Overall this is a really beautiful release – the vinyl is particularly mesmerizing as it spins on the turntable – and while I might not agree with all of the remixing (it’s not my place, really, to agree or disagree), it is certainly interesting to hear how Robert Smith reimagines his compositions from the past 40 years.

The Cure “Japanese Whispers” released 35 years ago today, December 6th, 1983. Fiction Records. Japanese Whispers: The Cure Singles Nov 82: Nov 83 is an early best-of comp of Cure hit non-album singles and b-sides. The singles included are, of course, great: “Let’s Go to Bed” (from late ‘82, it went to #44 in the UK),  “The Walk” (released mid-’83, it was The Cure’s first Top 20 hit in the UK, making it to #12, it’s also my favorite single on Japanese Whispers), and “The Lovecats” (from October ‘83, their first Top 10 which went to #7 in the UK). But really, my favorite tracks are not the singles, most especially the mysteriously lushly gothic tracks “The Dream” (the b-side to “The Walk”), “Just One Kiss” (the b-side to “Let’s Go to Bed”) and “Lament” (on the 12″ version of “The Walk”) as well as the brush-drum jazzy swing number “Speak My Language” (aptly, the b-side to the similar styled “The Lovecats”). 
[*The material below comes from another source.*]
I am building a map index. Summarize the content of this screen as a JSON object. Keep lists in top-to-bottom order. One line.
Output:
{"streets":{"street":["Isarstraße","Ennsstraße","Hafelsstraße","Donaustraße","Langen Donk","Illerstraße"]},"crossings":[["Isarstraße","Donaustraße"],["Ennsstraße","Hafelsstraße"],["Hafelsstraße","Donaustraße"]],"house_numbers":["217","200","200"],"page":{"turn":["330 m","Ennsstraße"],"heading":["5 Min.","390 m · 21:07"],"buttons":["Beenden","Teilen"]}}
Allmusic writes about Japanese Whispers, “After the fallout both psychologically and physically of Pornography, it looked unlikely that anyone would hear from the Cure ever again. Surprisingly, from 1982-1983 Robert Smith and (now keyboardist) Lol Tolhurst put out some of the catchiest singles of their career. “Let’s Go to Bed,” “The Walk,” and “The Lovecats” were not only singles that got the Cure radio play and made them a household name, but more importantly marked the next phase in the music of the Cure, which would reach its peak with albums like Head on the Door and Kiss Me, Kiss Me, Kiss Me. Dropping the stripped-down darkness of Faith and Pornography, the songs on Japanese Whispers (the aforementioned singles from that era, including all the B-sides) are light, dancy, and at times jazzy. Adding new keyboard sounds, old-timey percussion, standup bass, and some damn silly lyrics rejuvenated Robert Smith and sent him on a course that would cement his role as one of the most interesting musicians to emerge from the ‘80s underground. Japanese Whispers is one of those rare releases when a singles collection works just as well as a standard-issue album.”

The Cure “Pornography” released on either today’s date, May 3rd, or tomorrow’s, in 1982 (conflicting info possibly based on Brit v. US time zones). Psychedelic post-punk goth, Pornography – The Cure’s fourth album – is widely hailed as their best and is considered a pivotal point in the evolution of gothic rock; it reached #8 on the UK album charts. The bleak landscape that permeates the record stemmed from Robert Smith’s depression and exhaustion. Its recording was also fueled by a lot of alcohol and hallucinogens: the band tripped on acid and drank so much booze that “we built this mountain of empties in the corner, a gigantic pile of debris in the corner. It just grew and grew.”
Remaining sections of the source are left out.